The parties desire to modify certain provisions of the Reseller Agreement
by this Amendment in accordance with Section 21 of the Reseller Agreement to
cure the non-payments and to modify the terms and conditions of the relationship
between the parties for the remainder of the term of the Reseller Agreement.
For the mutual convenants and other consideration stated herein, which
consideration is deemed adequate by the parties, the parties hereby modify,
amend, alter and change the Reseller Agreement in the following respects only:
1. Payment of First Year Annual Content License Fee. The parties expressly
agree that Reseller shall pay to USAIS Five Hundred Thousand and 00/100
Dollars ($500,000.00), which amount represents the total amount of the
portion of the Annual Content License fee due for January and February 2001
and the remainder of the first year of the initial term under the Reseller
Agreement, in the following manner:
a. On or before March 22, 2001, Reseller shall pay to USAIS Two Hundred
Seventy-Five Thousand and 00/100 Dollars ($275,000.00) by cashier's or
certified check or electronic wire transfer to an account designated
by USAIS;
b.

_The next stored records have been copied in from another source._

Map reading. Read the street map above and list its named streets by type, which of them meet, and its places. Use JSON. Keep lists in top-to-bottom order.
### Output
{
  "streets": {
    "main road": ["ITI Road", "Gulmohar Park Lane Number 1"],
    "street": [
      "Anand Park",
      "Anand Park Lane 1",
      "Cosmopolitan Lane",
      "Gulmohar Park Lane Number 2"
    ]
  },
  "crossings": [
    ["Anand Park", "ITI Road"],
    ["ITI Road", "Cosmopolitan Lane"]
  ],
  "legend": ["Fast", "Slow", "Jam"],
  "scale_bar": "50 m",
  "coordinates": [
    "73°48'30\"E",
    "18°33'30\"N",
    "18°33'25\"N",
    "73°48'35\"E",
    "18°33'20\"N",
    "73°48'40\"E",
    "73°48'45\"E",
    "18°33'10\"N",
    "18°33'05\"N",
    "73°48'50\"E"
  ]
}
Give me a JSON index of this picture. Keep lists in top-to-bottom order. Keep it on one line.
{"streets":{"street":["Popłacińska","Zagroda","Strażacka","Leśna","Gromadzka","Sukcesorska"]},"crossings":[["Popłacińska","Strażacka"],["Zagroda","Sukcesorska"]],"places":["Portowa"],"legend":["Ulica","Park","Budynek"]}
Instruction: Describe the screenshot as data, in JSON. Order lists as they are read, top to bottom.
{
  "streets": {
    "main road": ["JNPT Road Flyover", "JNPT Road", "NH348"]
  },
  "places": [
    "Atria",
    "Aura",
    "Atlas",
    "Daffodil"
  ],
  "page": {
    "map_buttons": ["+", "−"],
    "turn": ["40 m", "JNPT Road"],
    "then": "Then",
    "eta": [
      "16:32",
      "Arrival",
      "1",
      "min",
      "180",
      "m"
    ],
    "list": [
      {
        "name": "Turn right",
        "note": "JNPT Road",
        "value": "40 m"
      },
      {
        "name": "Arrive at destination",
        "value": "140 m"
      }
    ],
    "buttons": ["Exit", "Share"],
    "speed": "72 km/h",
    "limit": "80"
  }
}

Beginning on April 15, 2001 and on the fifteenth day of each month
thereafter, Reseller shall pay to USAIS Two Hundred Twenty-Five
Thousand and 00/100 Dollars ($225,000.00) in nine (9) equal monthly
installments of Twenty-Five Thousand and 00/100 Dollars ($25,000.00)
in immediately available funds, with the last payment being due and
payable on December 15, 2001. These payments are identified in the
column entitled, "Current" of the payment schedule attached hereto as
Exhibit A.
2. Payment of Past Due Subscription Fees. The parties expressly agree that, on
or before March 22, 2001, Reseller shall pay to USAIS Twelve Thousand Two
Hundred Forty and 00/100 Dollars ($12,240.00), which amount represents the
amount of subscription fees currently past due and outstanding under the
Reseller Agreement, by cashier's or certified check or electronic wire
transfer to an account designated by USAIS.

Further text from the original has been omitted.